▶ [Work order]
Would you please copy each line of the data in which the string "Avenue" occurs?

▶ [Raw data]
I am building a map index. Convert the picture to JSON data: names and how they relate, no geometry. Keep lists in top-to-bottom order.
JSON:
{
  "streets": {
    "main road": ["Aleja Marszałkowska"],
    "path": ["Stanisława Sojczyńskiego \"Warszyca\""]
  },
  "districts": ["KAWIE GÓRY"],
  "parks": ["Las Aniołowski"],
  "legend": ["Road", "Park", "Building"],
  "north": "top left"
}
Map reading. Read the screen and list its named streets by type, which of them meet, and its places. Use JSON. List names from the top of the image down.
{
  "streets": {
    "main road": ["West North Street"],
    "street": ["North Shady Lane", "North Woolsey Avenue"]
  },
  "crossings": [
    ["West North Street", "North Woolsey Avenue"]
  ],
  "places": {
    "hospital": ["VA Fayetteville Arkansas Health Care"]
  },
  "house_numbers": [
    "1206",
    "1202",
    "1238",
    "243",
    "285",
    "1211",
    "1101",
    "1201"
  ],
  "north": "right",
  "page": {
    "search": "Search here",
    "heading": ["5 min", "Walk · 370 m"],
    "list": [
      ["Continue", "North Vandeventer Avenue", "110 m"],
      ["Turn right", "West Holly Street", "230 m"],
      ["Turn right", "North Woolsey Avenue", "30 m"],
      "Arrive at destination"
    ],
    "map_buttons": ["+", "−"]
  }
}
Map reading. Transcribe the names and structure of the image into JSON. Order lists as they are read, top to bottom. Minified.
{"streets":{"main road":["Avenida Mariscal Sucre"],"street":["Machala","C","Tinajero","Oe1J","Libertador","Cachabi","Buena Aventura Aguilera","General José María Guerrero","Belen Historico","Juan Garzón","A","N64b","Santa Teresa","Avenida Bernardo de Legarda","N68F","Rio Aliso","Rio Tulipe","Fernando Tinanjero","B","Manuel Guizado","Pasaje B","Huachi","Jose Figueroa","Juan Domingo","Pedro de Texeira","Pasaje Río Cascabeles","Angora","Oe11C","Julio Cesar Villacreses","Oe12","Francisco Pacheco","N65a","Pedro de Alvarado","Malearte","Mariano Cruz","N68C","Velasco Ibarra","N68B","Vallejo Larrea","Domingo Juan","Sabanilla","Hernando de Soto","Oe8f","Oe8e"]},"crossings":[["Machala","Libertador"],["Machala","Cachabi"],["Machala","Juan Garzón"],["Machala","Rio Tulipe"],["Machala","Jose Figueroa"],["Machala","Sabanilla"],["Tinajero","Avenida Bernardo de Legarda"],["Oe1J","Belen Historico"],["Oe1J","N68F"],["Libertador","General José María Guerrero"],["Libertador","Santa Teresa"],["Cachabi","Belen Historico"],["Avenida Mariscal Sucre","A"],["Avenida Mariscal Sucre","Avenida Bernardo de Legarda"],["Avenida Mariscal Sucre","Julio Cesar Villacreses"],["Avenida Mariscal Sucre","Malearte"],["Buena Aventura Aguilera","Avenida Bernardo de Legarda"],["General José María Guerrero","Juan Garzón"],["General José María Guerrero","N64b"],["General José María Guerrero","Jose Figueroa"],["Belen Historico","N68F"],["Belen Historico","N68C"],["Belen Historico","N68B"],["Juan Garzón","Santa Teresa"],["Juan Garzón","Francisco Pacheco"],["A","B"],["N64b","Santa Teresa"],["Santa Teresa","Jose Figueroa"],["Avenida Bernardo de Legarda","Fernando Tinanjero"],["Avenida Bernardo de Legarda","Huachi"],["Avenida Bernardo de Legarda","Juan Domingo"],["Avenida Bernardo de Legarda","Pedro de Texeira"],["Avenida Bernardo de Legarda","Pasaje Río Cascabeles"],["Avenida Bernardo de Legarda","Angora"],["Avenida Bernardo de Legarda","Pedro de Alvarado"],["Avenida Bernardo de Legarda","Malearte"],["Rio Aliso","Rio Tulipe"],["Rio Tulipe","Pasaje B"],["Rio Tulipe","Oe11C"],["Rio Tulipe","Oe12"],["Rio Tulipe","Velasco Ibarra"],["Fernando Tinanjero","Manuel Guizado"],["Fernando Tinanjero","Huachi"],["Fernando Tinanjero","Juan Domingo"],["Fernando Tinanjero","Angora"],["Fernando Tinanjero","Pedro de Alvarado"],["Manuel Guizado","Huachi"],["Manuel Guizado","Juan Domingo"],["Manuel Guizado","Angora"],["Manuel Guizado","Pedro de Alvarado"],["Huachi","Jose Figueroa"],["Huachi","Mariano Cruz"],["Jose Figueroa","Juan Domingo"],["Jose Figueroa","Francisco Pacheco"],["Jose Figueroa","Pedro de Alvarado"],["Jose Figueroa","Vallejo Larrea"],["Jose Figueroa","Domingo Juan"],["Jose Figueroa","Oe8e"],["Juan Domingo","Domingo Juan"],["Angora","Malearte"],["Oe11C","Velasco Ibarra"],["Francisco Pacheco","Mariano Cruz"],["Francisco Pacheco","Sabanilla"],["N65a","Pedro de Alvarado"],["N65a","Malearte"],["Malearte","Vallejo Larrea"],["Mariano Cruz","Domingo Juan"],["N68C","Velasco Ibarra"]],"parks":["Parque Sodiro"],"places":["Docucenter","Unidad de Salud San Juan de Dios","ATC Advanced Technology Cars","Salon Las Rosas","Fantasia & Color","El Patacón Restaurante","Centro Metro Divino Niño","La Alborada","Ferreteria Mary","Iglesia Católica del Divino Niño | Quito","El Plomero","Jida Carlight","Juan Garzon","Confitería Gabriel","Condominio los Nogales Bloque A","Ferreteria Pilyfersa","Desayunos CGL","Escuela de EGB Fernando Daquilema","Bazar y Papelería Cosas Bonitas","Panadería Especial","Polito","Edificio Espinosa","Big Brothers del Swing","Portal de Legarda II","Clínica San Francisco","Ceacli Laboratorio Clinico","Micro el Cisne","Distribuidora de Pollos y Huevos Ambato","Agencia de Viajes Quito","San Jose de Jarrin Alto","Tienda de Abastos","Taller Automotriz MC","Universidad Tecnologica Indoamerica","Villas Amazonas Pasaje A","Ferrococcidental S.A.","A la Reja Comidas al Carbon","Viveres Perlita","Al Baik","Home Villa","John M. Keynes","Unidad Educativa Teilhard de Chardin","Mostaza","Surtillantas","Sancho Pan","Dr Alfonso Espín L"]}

▶ [Task result]
    "street": ["North Shady Lane", "North Woolsey Avenue"]
    ["West North Street", "North Woolsey Avenue"]
      ["Continue", "North Vandeventer Avenue", "110 m"],
      ["Turn right", "North Woolsey Avenue", "30 m"],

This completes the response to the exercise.